Written by Megan Jenkins on May 21, 2019
April 18th, 2018
approx reading time
A few weeks ago, we launched the Solve it with SimScale project, and we are pleased to introduce our first winners!
The Solve it with SimScale project aims to create more industry-relevant simulations within the SimScale Public Project Library, which is a collection of simulation project templates collectively created and shared by the SimScale user community. Users are encouraged to collaborate, bringing together multiple engineering minds to solve challenging simulation problems.
The Solve it with SimScale project welcomes all SimScalers who wish to contribute their engineering skills to solve complex simulation projects and share their results with the rest of the user community. Whether you are a topic expert, hobbyist, or a student who would like to improve his or her knowledge of engineering simulation with project-based learning, the door is open.
Each month, three different CFD, FEA, and thermal analysis cases are chosen by our engineering team to be finished during the month. The full list of simulation cases is available in the forum.
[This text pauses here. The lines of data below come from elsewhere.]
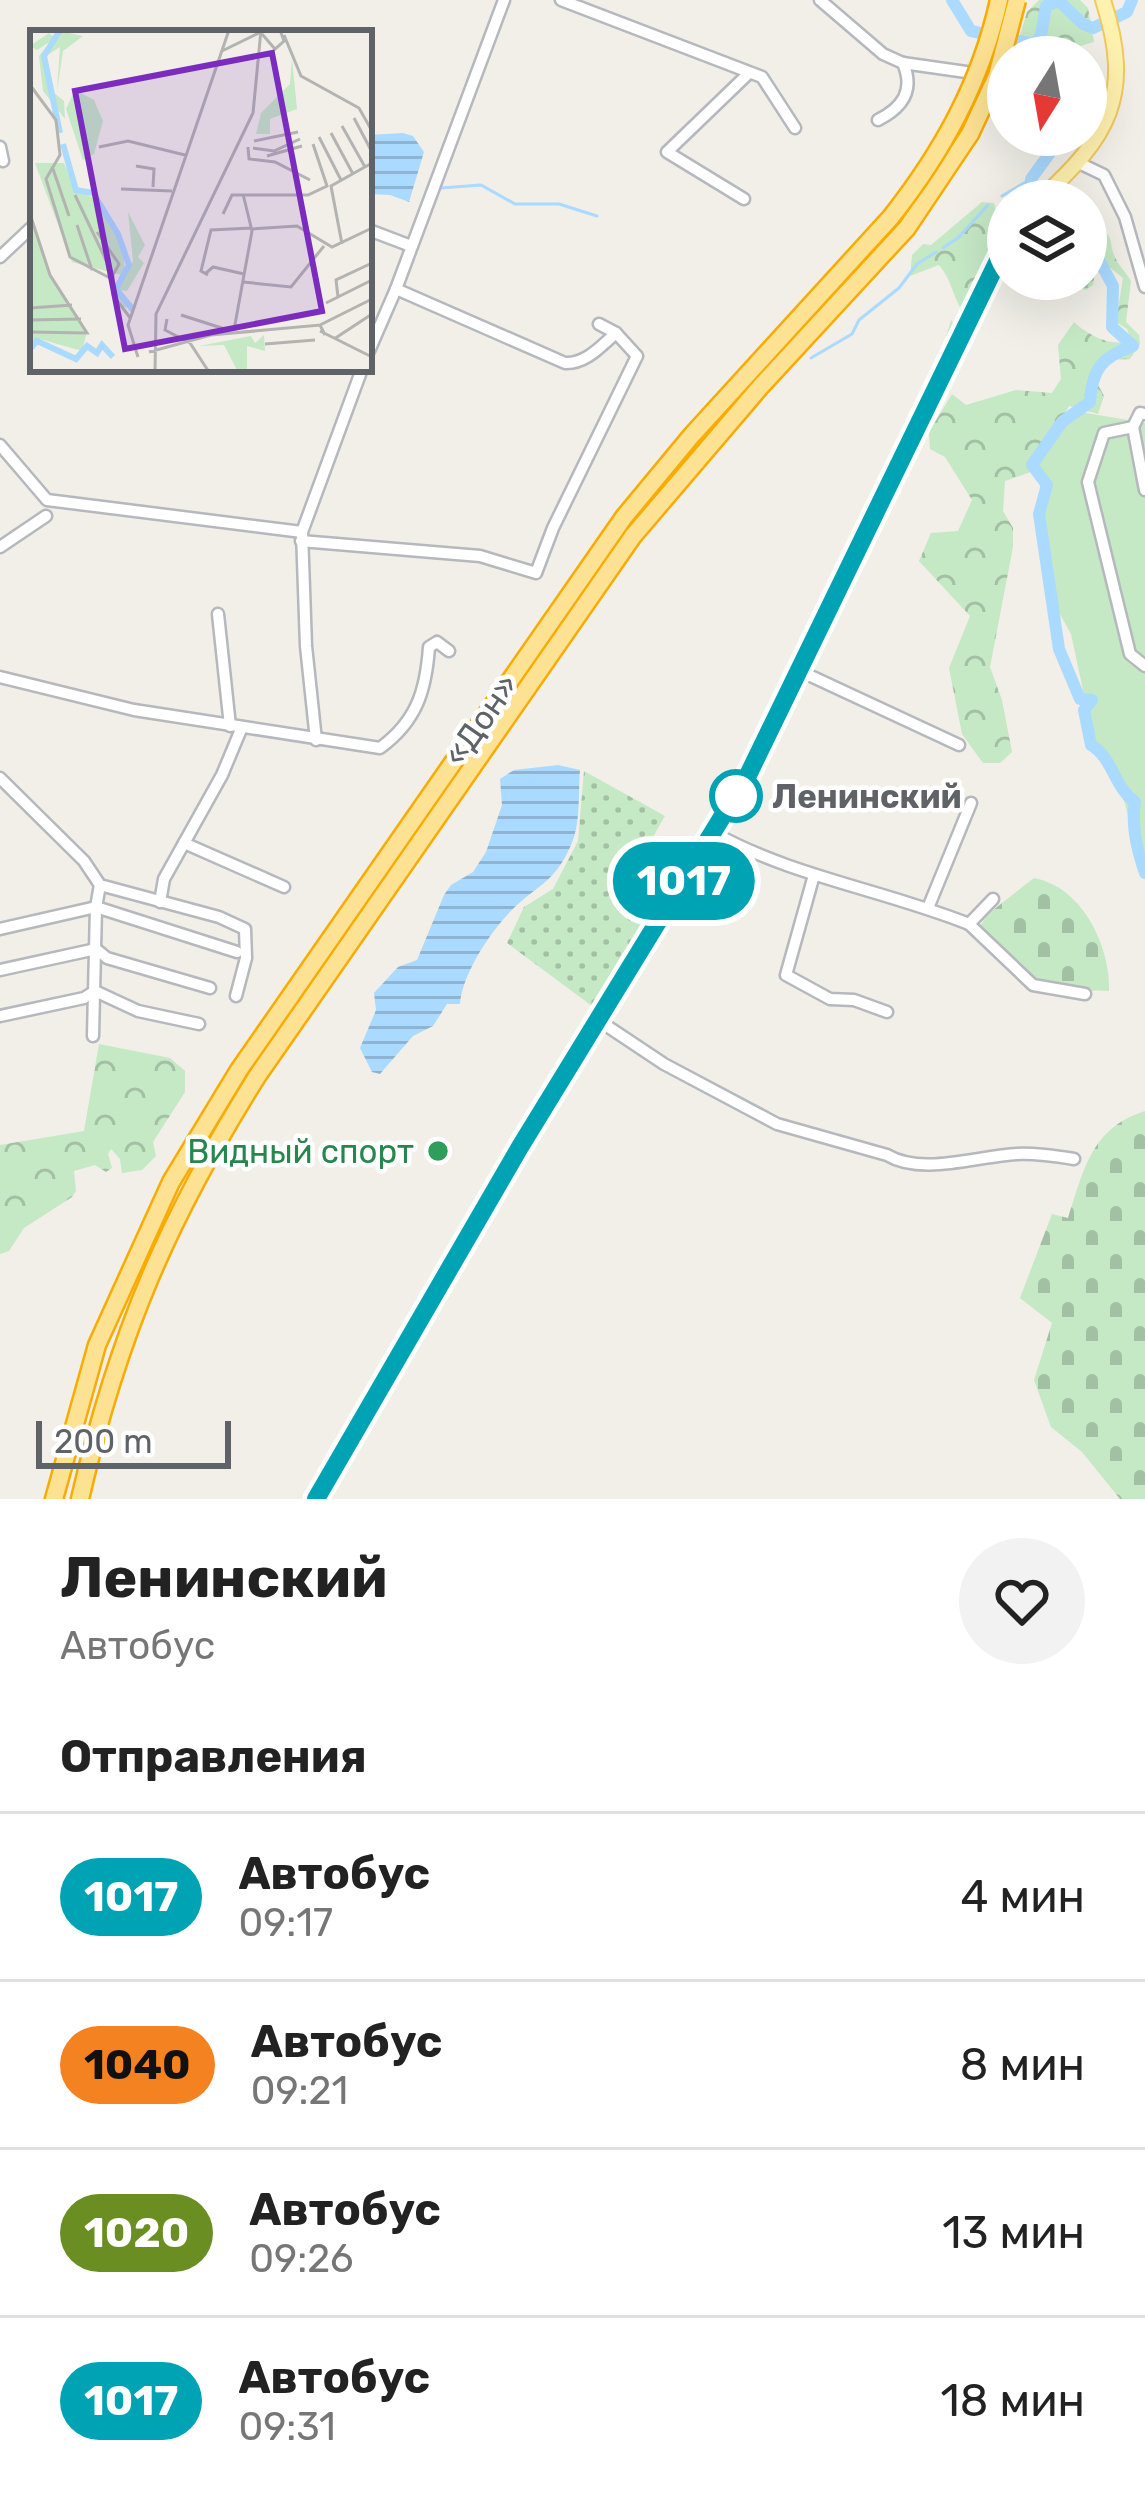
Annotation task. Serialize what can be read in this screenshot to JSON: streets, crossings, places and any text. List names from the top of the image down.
{
  "streets": {
    "highway": ["«Дон»"]
  },
  "places": ["Ленинский", "Видный спорт"],
  "lines": ["bus line 1017"],
  "scale_bar": "200 m",
  "north": "bottom",
  "page": {
    "on_map": "1017",
    "scale": "200 m",
    "heading": [
      ["Ленинский", "Автобус"],
      "Отправления"
    ],
    "list": [
      {
        "mark": "1017",
        "name": "Автобус",
        "note": "09:17",
        "value": "4 мин"
      },
      {
        "mark": "1040",
        "name": "Автобус",
        "note": "09:21",
        "value": "8 мин"
      },
      {
        "mark": "1020",
        "name": "Автобус",
        "note": "09:26",
        "value": "13 мин"
      },
      {
        "mark": "1017",
        "name": "Автобус",
        "note": "09:31",
        "value": "18 мин"
      }
    ]
  }
}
Each case is based on scientific literature and contains all of the information you need to set up the simulation, including descriptions of the geometry (if you need to download or create it), boundary conditions, results, and important references.
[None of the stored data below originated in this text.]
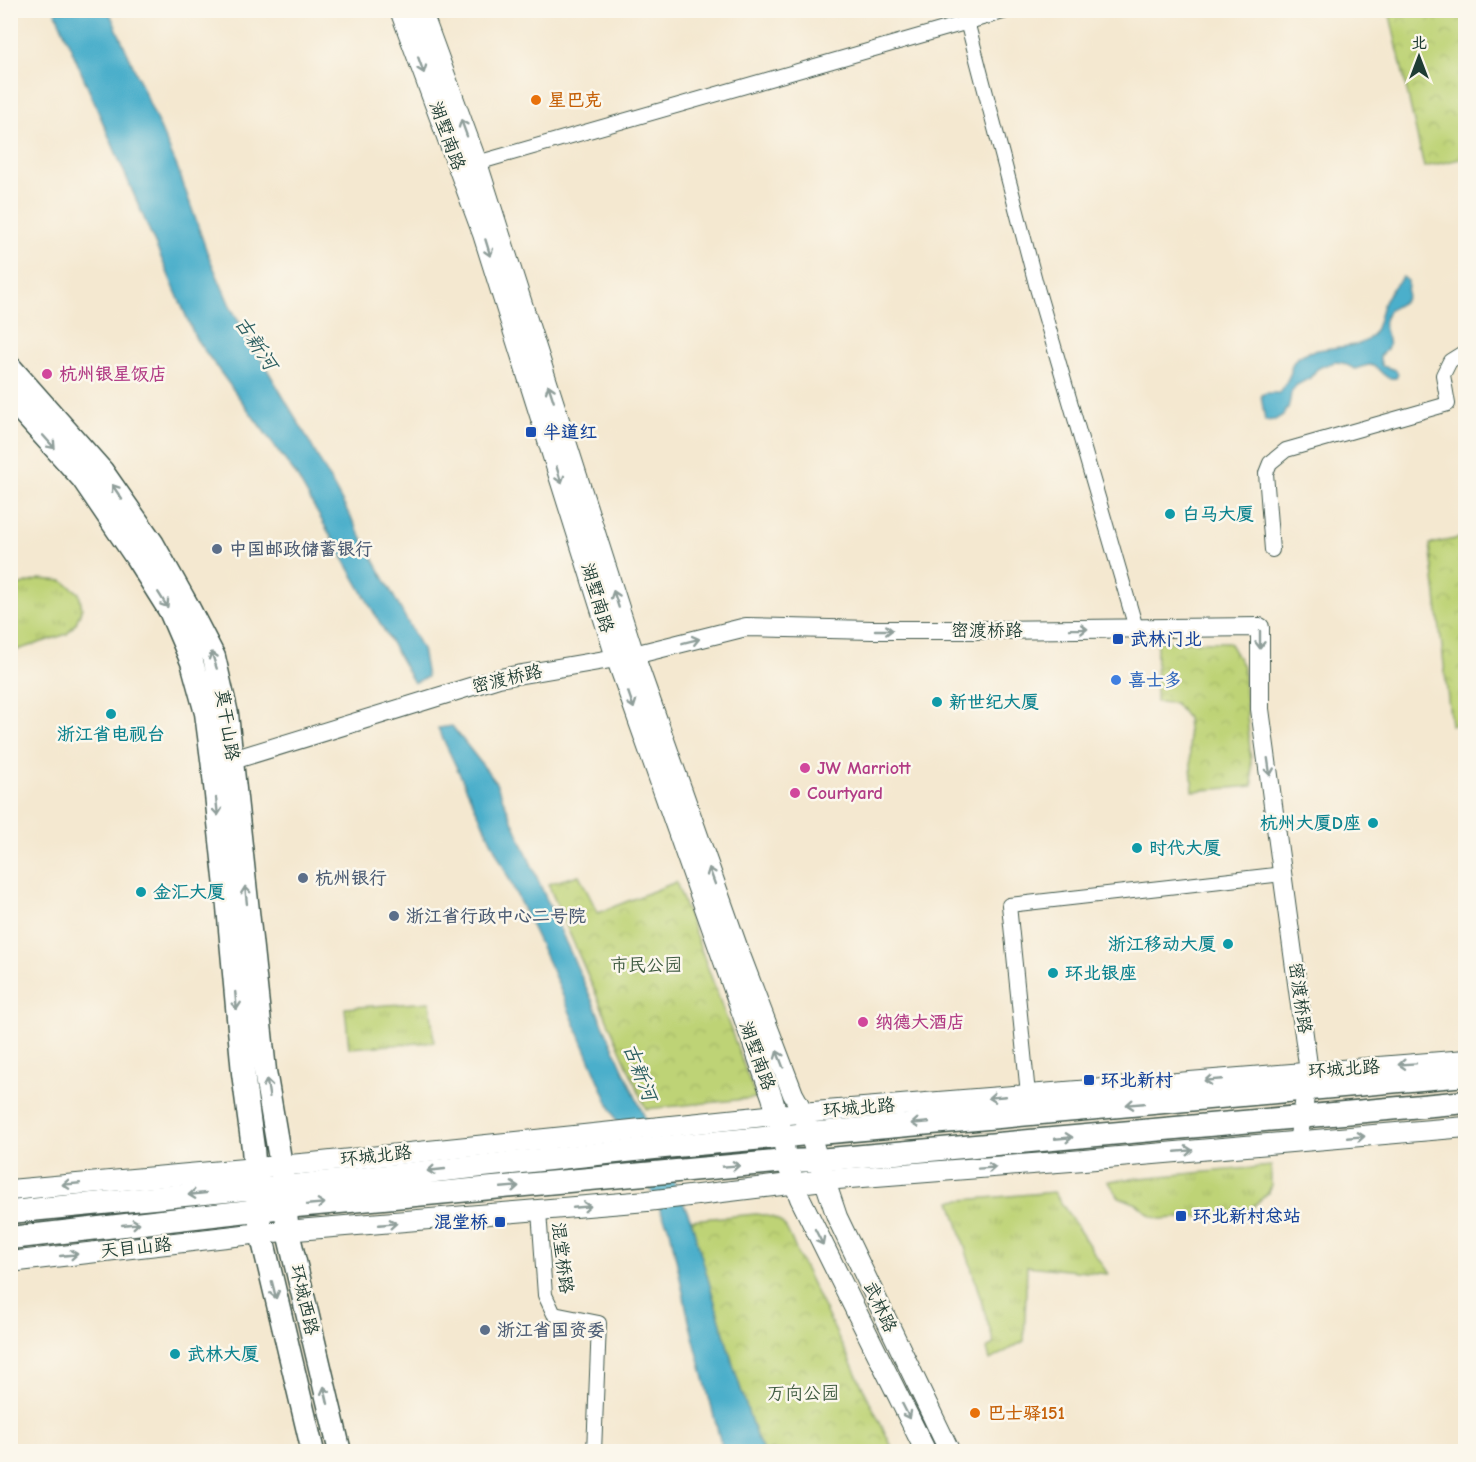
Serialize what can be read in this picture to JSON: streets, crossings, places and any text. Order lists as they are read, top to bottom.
{
  "streets": {
    "main road": [
      "湖墅南路",
      "莫干山路",
      "环城北路",
      "天目山路",
      "环城西路",
      "武林路"
    ],
    "street": ["密渡桥路", "混堂桥路"]
  },
  "crossings": [
    ["湖墅南路", "密渡桥路"],
    ["湖墅南路", "环城北路"],
    ["湖墅南路", "武林路"],
    ["密渡桥路", "莫干山路"],
    ["密渡桥路", "环城北路"],
    ["莫干山路", "环城北路"],
    ["莫干山路", "天目山路"],
    ["莫干山路", "环城西路"],
    ["环城北路", "天目山路"],
    ["环城北路", "混堂桥路"],
    ["环城北路", "环城西路"],
    ["环城北路", "武林路"],
    ["天目山路", "环城西路"]
  ],
  "water": ["古新河"],
  "parks": ["市民公园", "万向公园"],
  "places": {
    "other": [
      "星巴克",
      "杭州银星饭店",
      "白马大厦",
      "中国邮政储蓄银行",
      "喜士多",
      "新世纪大厦",
      "浙江省电视台",
      "JW Marriott",
      "Courtyard",
      "杭州大厦D座",
      "时代大厦",
      "杭州银行",
      "金汇大厦",
      "浙江省行政中心二号院",
      "浙江移动大厦",
      "环北银座",
      "纳德大酒店",
      "浙江省国资委",
      "武林大厦",
      "巴士驿151"
    ],
    "transit": [
      "半道红",
      "武林门北",
      "环北新村",
      "环北新村总站",
      "混堂桥"
    ]
  },
  "north": "top"
}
The first user to deliver the simulation within 30 days will get a certificate and various prizes including t-shirts, mugs, pens, and more!
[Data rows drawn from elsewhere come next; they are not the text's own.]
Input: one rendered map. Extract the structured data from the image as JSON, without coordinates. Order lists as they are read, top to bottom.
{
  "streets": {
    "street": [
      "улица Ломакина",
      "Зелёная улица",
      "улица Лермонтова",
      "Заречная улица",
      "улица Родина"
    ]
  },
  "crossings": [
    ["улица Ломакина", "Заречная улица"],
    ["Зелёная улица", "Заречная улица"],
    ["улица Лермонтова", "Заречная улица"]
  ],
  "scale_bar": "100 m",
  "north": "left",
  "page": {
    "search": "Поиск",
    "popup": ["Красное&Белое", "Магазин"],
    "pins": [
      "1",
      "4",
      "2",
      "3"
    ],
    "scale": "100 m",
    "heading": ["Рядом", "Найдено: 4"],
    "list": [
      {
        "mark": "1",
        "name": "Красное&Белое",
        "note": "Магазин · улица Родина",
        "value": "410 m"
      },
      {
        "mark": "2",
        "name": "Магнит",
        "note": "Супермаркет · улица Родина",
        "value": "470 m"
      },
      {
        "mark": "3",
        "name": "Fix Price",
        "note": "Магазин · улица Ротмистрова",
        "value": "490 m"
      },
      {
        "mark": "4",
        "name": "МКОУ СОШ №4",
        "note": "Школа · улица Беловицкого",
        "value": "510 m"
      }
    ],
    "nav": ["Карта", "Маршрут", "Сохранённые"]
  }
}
September: Ramon Papa with his project Cross-Ventilation Flows for a Generic Isolated Building
November: Carlos Guillermo Ramírez Ruiz with his project Validation of Turbulent Flow Around City Blocks
December: Pankaj Kumar with his project Thermal Analysis of CPU with Different Heat Sinks
Here are a few words from two of the winners:
Name: Carlos Guillermo Ramírez Ruiz
Location: Bogotá, Colombia
Background: Mechanical Engineering
Profession: Computational Wind Engineering (CWE), CFD, Building Aerodynamics
CGRR: I am working on similar benchmarks in my Master’s thesis and I was interested in knowing and evaluating the capabilities of SimScale for future projects in the CWE field. Also, this validation was very useful to complement other results in my thesis and helped me to explore diverse CFD techniques.
PK: I found the project interesting because of the nature of improving the electronic cooling system. This project also allowed me to assess the capabilities of the SimScale platform and take advantage of its flexibility.
CGRR: The biggest challenge, in this case, was performing the transient simulations. It was necessary to have many timesteps for a detailed and proper analysis, and SimScale only allowed to save the whole domain for each timestep, generating cases with a lot of information. Also, the absence of the “latestTime” OpenFoam parameter made it difficult to continue the transient simulations, because if one needs more timesteps the simulation must begin from time 0.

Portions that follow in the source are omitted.